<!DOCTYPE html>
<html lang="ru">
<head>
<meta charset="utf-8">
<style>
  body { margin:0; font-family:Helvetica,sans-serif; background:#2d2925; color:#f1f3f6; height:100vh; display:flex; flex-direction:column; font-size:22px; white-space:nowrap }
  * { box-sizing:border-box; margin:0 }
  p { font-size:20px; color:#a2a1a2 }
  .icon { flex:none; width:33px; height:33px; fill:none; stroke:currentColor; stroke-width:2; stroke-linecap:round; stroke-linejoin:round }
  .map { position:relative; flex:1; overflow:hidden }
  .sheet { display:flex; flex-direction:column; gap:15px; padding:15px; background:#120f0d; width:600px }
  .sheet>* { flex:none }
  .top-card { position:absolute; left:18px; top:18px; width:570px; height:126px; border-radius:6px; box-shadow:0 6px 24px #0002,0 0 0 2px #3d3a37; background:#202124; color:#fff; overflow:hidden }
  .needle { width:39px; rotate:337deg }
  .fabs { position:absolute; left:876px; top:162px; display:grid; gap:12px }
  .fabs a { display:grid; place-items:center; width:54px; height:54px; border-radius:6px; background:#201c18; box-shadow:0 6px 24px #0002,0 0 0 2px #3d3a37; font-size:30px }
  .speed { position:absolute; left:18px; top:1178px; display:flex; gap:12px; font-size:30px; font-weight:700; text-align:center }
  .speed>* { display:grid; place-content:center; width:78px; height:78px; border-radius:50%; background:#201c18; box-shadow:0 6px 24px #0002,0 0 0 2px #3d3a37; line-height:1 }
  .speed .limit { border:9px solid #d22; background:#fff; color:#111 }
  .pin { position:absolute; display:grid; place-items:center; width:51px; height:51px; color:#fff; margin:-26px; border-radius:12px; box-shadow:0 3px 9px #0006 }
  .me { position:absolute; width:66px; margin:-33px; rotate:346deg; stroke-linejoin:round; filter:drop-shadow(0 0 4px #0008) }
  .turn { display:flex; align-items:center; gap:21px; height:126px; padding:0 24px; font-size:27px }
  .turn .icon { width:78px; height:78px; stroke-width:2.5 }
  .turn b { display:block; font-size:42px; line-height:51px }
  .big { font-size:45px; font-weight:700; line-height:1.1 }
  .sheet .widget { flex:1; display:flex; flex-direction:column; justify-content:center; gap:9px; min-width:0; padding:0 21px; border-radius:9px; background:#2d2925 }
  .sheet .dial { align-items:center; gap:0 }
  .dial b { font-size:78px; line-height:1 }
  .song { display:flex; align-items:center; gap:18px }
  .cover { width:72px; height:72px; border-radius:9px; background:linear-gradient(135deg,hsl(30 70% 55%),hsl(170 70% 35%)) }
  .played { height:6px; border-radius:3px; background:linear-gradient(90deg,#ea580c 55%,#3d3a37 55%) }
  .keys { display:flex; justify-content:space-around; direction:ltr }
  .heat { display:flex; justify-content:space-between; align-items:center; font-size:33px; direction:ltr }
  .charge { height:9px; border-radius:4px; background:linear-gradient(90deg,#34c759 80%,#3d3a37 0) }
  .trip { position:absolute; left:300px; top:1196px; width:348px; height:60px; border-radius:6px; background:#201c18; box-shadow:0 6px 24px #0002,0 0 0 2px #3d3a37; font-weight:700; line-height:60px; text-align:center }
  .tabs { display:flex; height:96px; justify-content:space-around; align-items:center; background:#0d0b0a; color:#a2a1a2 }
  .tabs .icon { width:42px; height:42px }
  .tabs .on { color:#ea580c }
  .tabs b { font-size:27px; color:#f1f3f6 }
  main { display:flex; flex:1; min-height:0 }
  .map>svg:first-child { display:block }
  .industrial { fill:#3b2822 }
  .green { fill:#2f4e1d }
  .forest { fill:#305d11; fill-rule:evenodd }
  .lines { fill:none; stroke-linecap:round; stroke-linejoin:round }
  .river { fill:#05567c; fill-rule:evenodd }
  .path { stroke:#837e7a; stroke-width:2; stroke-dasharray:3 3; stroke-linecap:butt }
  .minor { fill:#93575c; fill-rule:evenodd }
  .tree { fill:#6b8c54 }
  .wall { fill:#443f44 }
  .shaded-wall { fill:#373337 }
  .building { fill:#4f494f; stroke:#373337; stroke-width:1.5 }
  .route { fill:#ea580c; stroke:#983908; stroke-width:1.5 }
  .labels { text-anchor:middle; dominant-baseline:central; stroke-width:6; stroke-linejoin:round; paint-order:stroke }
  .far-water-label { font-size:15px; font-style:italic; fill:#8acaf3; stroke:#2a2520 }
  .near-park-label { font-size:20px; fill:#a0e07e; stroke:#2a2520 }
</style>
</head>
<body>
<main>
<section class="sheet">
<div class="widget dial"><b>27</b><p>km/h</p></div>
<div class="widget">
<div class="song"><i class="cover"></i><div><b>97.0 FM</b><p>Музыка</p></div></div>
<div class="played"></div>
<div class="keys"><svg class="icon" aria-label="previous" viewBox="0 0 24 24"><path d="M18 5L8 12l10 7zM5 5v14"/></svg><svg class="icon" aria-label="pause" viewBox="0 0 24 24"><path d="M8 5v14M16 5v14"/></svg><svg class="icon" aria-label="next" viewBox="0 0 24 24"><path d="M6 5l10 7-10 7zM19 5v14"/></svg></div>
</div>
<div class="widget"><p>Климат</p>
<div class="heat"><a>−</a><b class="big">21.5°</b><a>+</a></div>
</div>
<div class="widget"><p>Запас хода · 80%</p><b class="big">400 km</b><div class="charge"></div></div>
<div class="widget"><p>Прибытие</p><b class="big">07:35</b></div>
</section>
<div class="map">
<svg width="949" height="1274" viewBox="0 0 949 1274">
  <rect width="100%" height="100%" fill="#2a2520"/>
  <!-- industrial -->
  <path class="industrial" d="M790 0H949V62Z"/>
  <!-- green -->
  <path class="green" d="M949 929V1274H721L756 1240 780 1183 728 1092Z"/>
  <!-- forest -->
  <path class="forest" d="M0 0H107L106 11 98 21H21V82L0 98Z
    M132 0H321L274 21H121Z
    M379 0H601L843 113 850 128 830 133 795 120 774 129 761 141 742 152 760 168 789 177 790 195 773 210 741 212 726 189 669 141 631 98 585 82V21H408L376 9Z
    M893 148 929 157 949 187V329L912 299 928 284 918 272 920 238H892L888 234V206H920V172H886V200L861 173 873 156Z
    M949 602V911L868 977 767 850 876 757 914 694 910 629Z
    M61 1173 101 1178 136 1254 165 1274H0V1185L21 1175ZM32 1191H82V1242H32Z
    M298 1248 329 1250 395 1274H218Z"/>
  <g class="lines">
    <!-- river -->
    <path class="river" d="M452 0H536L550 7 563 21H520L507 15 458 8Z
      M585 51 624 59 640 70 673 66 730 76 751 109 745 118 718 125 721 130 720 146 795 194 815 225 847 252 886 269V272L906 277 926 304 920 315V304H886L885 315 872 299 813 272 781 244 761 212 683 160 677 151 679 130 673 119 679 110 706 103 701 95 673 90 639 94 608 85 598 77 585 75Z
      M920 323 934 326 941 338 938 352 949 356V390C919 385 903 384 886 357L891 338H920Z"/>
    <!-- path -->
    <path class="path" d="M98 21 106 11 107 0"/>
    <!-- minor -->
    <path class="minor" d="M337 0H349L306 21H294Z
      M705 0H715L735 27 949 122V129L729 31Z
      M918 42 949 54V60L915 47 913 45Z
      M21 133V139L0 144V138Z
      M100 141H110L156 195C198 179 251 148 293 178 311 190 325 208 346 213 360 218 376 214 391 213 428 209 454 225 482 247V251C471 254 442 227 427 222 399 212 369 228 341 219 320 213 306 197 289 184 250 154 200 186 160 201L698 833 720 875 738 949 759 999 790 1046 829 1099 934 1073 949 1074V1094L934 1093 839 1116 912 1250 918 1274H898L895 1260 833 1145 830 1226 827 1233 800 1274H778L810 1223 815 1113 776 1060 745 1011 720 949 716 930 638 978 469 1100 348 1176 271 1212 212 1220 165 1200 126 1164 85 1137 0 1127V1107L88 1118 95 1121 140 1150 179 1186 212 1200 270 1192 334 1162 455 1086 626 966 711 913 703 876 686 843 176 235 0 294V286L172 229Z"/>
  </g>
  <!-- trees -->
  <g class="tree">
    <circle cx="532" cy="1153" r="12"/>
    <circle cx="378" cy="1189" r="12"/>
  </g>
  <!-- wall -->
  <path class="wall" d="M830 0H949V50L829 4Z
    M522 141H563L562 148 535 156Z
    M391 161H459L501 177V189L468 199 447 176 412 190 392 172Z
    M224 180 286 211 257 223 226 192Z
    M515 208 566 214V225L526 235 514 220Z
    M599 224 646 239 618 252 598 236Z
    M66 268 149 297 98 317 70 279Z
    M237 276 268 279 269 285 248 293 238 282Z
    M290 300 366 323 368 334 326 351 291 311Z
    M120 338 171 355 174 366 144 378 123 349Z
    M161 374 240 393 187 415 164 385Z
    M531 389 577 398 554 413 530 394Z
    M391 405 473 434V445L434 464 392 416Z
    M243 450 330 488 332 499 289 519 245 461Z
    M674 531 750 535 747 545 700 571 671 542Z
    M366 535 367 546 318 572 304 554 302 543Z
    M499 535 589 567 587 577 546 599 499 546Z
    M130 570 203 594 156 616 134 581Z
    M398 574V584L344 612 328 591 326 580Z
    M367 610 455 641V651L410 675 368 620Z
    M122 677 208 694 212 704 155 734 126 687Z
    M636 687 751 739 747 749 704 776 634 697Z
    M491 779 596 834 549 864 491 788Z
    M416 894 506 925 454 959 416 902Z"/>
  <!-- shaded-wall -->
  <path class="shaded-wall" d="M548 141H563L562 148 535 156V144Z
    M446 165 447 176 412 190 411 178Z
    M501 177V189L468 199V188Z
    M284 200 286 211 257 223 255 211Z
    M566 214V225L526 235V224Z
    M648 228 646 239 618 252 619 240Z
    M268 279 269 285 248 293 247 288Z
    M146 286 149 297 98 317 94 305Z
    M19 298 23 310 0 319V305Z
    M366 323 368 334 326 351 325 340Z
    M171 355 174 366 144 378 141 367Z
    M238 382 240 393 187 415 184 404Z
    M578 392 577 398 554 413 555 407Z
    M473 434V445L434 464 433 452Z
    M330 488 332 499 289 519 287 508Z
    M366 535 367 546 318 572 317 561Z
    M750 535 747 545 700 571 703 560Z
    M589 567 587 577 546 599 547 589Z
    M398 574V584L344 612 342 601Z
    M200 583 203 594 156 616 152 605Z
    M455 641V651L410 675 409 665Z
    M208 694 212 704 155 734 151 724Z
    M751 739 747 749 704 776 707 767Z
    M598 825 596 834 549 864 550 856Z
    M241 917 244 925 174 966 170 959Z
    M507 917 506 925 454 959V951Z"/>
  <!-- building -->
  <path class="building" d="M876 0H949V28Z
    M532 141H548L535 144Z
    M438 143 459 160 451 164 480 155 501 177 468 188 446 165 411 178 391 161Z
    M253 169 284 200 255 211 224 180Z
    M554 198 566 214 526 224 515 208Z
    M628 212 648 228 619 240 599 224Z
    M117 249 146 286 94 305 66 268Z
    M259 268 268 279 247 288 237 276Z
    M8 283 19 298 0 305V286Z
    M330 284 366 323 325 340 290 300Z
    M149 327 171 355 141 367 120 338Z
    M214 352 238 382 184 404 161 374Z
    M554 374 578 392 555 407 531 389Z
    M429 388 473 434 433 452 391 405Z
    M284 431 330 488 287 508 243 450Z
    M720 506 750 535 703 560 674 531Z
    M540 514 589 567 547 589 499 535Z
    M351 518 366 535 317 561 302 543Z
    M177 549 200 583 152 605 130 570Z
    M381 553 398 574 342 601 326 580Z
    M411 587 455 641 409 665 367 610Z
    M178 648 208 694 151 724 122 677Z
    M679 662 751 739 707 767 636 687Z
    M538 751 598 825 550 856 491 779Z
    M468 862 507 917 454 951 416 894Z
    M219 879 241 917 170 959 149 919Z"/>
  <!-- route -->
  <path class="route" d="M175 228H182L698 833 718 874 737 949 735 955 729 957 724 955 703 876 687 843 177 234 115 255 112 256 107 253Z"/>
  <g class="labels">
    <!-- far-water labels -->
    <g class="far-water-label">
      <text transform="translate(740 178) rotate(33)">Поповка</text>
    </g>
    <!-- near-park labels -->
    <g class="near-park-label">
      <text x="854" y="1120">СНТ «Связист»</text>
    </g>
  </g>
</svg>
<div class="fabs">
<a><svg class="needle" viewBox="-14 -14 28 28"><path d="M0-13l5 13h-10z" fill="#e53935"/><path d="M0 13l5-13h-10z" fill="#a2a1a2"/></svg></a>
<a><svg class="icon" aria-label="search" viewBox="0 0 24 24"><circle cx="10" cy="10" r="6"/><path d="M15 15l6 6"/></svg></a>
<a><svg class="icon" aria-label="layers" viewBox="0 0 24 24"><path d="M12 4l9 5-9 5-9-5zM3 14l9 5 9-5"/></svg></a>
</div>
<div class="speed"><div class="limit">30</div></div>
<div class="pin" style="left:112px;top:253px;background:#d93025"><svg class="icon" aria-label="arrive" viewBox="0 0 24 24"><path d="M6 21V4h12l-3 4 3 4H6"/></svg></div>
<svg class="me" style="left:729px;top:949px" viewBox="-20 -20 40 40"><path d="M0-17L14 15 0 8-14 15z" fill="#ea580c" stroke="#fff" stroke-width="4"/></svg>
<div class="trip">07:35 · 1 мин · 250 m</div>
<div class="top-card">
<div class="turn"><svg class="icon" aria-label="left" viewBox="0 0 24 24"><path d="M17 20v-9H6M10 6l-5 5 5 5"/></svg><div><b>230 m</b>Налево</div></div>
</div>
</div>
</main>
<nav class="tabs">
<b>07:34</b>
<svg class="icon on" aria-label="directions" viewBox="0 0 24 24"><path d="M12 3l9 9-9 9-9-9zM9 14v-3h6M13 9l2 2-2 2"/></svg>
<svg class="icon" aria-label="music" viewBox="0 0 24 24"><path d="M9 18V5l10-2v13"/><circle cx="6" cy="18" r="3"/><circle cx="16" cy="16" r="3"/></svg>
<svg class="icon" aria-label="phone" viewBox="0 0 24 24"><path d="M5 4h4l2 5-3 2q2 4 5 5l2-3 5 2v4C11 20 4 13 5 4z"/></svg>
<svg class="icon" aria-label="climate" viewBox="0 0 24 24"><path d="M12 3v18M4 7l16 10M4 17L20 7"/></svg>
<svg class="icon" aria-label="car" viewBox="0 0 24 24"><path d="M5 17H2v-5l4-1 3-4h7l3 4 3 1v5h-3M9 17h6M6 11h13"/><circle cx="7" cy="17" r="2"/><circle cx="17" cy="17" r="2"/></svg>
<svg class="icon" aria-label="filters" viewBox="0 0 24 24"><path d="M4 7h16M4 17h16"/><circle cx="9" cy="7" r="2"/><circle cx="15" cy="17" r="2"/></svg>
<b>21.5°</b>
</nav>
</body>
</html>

> TASK ITEM: Restate the listing word for word, but only from its first line through the line with "position:absolute; width:66px; margin:-33px;", keeping both end lines.

> SOLUTION TO THE PROBLEM:
<!DOCTYPE html>
<html lang="ru">
<head>
<meta charset="utf-8">
<style>
  body { margin:0; font-family:Helvetica,sans-serif; background:#2d2925; color:#f1f3f6; height:100vh; display:flex; flex-direction:column; font-size:22px; white-space:nowrap }
  * { box-sizing:border-box; margin:0 }
  p { font-size:20px; color:#a2a1a2 }
  .icon { flex:none; width:33px; height:33px; fill:none; stroke:currentColor; stroke-width:2; stroke-linecap:round; stroke-linejoin:round }
  .map { position:relative; flex:1; overflow:hidden }
  .sheet { display:flex; flex-direction:column; gap:15px; padding:15px; background:#120f0d; width:600px }
  .sheet>* { flex:none }
  .top-card { position:absolute; left:18px; top:18px; width:570px; height:126px; border-radius:6px; box-shadow:0 6px 24px #0002,0 0 0 2px #3d3a37; background:#202124; color:#fff; overflow:hidden }
  .needle { width:39px; rotate:337deg }
  .fabs { position:absolute; left:876px; top:162px; display:grid; gap:12px }
  .fabs a { display:grid; place-items:center; width:54px; height:54px; border-radius:6px; background:#201c18; box-shadow:0 6px 24px #0002,0 0 0 2px #3d3a37; font-size:30px }
  .speed { position:absolute; left:18px; top:1178px; display:flex; gap:12px; font-size:30px; font-weight:700; text-align:center }
  .speed>* { display:grid; place-content:center; width:78px; height:78px; border-radius:50%; background:#201c18; box-shadow:0 6px 24px #0002,0 0 0 2px #3d3a37; line-height:1 }
  .speed .limit { border:9px solid #d22; background:#fff; color:#111 }
  .pin { position:absolute; display:grid; place-items:center; width:51px; height:51px; color:#fff; margin:-26px; border-radius:12px; box-shadow:0 3px 9px #0006 }
  .me { position:absolute; width:66px; margin:-33px; rotate:346deg; stroke-linejoin:round; filter:drop-shadow(0 0 4px #0008) }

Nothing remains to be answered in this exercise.